DIRECTIONS: Please copy each line below that contains the string "image".

EXCERPTED RECORDS:
════

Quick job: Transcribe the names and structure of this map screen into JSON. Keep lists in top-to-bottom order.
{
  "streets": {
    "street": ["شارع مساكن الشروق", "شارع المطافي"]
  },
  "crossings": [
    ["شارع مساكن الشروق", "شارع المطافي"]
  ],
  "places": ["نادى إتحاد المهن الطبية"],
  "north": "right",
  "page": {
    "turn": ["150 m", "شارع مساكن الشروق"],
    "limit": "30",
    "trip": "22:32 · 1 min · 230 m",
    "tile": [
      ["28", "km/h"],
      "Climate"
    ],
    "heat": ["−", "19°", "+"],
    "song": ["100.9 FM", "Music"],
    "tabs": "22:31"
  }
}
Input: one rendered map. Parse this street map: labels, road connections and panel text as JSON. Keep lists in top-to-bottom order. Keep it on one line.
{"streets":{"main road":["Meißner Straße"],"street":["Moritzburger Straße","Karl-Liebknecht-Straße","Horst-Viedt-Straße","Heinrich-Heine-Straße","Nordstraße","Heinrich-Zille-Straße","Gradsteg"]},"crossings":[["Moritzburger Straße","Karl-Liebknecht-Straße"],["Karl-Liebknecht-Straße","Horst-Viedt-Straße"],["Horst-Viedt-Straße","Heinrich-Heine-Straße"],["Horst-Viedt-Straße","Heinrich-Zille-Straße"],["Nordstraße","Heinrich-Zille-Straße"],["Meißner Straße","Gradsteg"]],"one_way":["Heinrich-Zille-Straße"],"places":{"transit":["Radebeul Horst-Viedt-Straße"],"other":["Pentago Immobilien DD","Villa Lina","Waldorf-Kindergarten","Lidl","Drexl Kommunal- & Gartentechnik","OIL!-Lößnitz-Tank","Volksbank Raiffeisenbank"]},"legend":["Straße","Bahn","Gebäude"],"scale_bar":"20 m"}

════

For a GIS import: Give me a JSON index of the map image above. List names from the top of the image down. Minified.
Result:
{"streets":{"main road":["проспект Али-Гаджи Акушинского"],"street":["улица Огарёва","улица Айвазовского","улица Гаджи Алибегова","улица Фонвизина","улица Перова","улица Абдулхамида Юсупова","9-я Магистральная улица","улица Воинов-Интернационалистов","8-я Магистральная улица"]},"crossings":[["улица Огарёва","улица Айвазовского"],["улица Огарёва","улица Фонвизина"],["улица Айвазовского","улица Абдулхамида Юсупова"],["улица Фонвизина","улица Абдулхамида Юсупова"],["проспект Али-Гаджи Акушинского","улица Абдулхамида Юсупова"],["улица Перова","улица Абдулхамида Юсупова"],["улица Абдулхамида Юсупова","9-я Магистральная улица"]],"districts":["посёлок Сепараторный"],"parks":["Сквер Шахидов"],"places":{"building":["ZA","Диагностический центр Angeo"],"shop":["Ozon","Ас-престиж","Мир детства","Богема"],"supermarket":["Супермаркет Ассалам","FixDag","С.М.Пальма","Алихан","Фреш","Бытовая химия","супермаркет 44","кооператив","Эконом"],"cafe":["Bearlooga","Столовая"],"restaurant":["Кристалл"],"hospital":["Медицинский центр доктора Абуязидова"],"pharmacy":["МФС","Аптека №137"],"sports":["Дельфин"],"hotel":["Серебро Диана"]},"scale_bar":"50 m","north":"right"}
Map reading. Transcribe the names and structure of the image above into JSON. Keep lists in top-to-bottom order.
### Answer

════

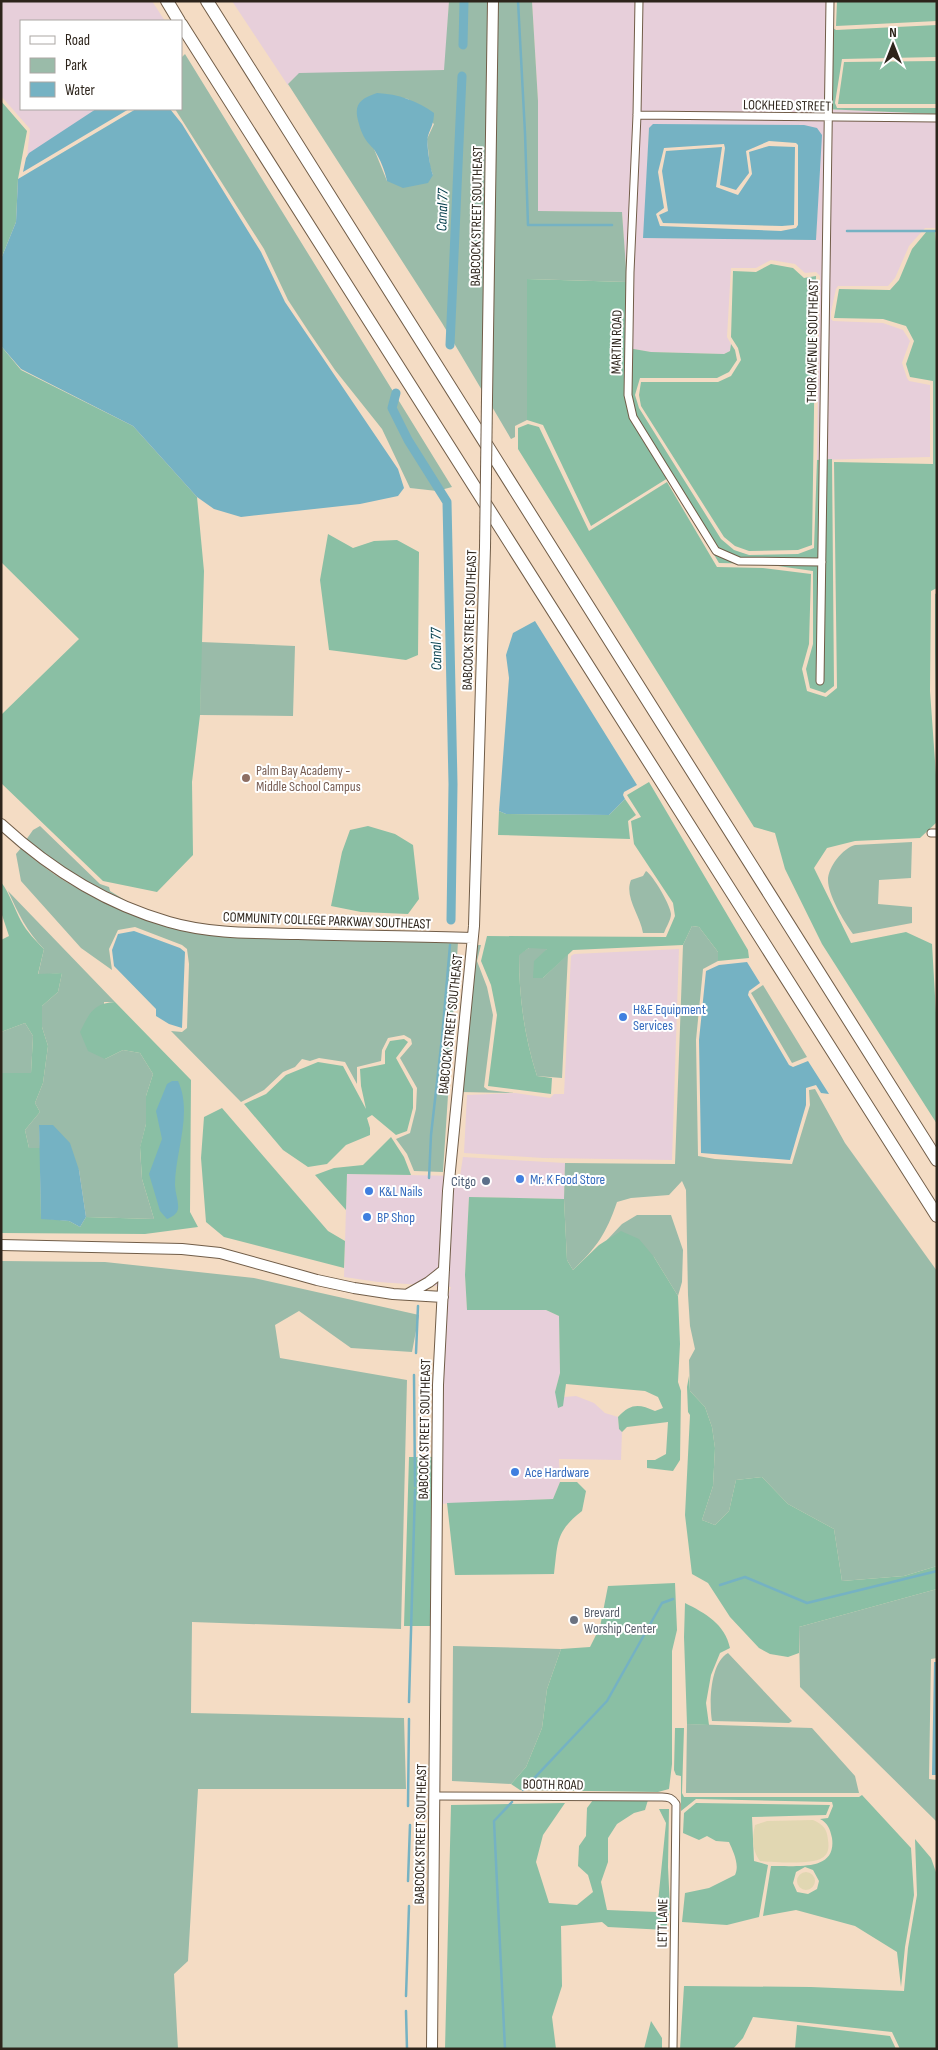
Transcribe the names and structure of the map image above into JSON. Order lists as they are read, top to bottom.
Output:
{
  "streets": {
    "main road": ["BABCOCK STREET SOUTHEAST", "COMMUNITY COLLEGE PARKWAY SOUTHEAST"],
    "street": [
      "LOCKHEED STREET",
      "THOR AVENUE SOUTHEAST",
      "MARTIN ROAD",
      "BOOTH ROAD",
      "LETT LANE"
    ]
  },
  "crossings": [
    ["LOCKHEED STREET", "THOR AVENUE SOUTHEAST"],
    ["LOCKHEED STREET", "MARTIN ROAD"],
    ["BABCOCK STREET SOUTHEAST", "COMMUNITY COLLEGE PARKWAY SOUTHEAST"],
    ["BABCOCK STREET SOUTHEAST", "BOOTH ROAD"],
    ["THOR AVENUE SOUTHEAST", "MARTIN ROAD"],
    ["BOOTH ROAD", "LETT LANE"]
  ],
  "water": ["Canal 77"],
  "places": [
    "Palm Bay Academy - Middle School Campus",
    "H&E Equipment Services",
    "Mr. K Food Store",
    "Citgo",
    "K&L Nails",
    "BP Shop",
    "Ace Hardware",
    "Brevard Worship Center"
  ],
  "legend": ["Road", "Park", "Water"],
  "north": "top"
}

════

ANSWER TO THIS PROBLEM:
For a GIS import: Give me a JSON index of the map image above. List names from the top of the image down. Minified.
Map reading. Transcribe the names and structure of the image above into JSON. Keep lists in top-to-bottom order.
Transcribe the names and structure of the map image above into JSON. Order lists as they are read, top to bottom.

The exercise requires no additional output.